Robert Palmer

Double Fun

Alain Terzian

 

Eté 1982, la gauche est bien installée au pouvoir. Je suis de la jeune génération fière de l’avoir élu. Avant de nous laisser déchanter, la première fête de la musique nous le rend bien. Partout, et au-delà de nos frontières ça pue l’espoir, l’amour et la liberté. Mais toujours pas d’argent dans nos poches d’étudiants.

Alors, quand on me propose un voyage en RDA, oui madame, en Allemagne de l’Est, pour une somme honteusement ridicule, je dis oui. C’est officiellement un voyage culturel et d’amitié entre jeunes travailleurs des 2 pays.

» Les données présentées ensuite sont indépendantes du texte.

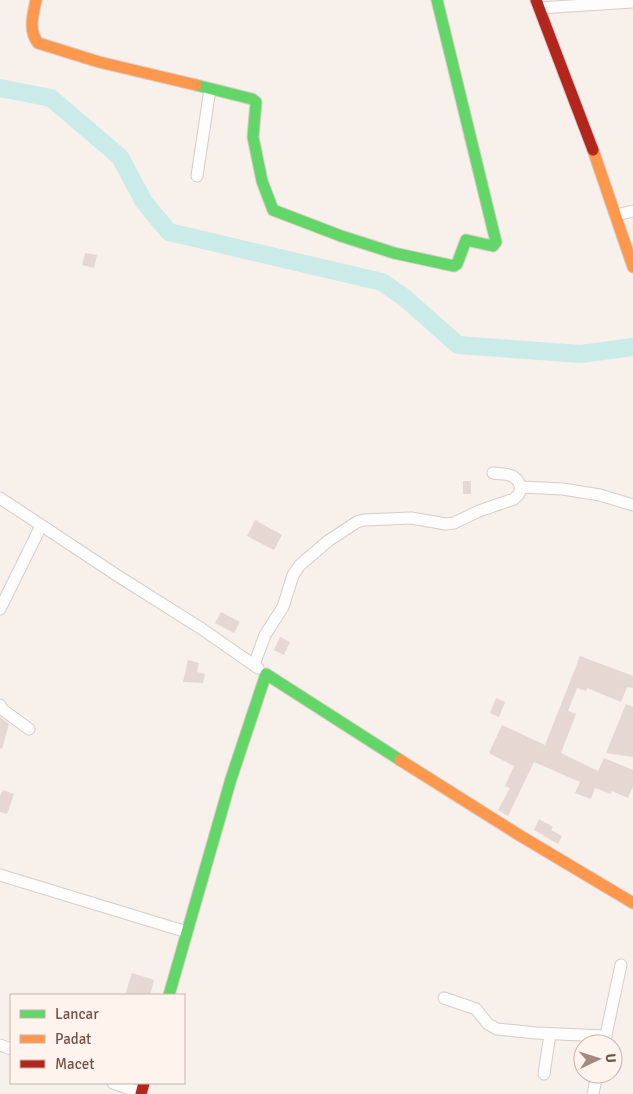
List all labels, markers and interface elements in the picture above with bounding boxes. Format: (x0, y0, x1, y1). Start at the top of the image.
legend (10, 994, 185, 1084)
text: Lancar (55, 1005, 99, 1023)
text: Padat (55, 1030, 91, 1048)
north arrow (573, 1034, 623, 1084)
text: U (602, 1053, 619, 1063)
text: Macet (55, 1055, 94, 1073)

Forcément financé par la CGT. On réglera ce genre de détails plus tard.

Avant d’embarquer dans le car vers Sulh dont je ne connais rien, je fais le plein de K7 pour mon walkman, et j’achète aussi 2 incontournables du moment parmi tant d’autres, mais faut bien choisir, donc le déjà ancien « Double Fun » de Robert Palmer, et aussi son tout récent « Clues ».  Pourquoi ? Pour les 3 tubes qui s’en dégagent. Dans le car, à part 4 jeunes réellement travailleurs, il n’y a que des branleurs comme moi, plus ou moins étudiants, on va bien se marrer.

La route est longue, les liens se font, tout en roulant on danse, mes K7 passent en boucles et ça chante et lève les bras sur « Johnny and Marie », « Looking  for Clues », et le « Every Kinda People » (doo doo doo doo, doodoodoo) qui va me faire de plus en plus aimer la bière.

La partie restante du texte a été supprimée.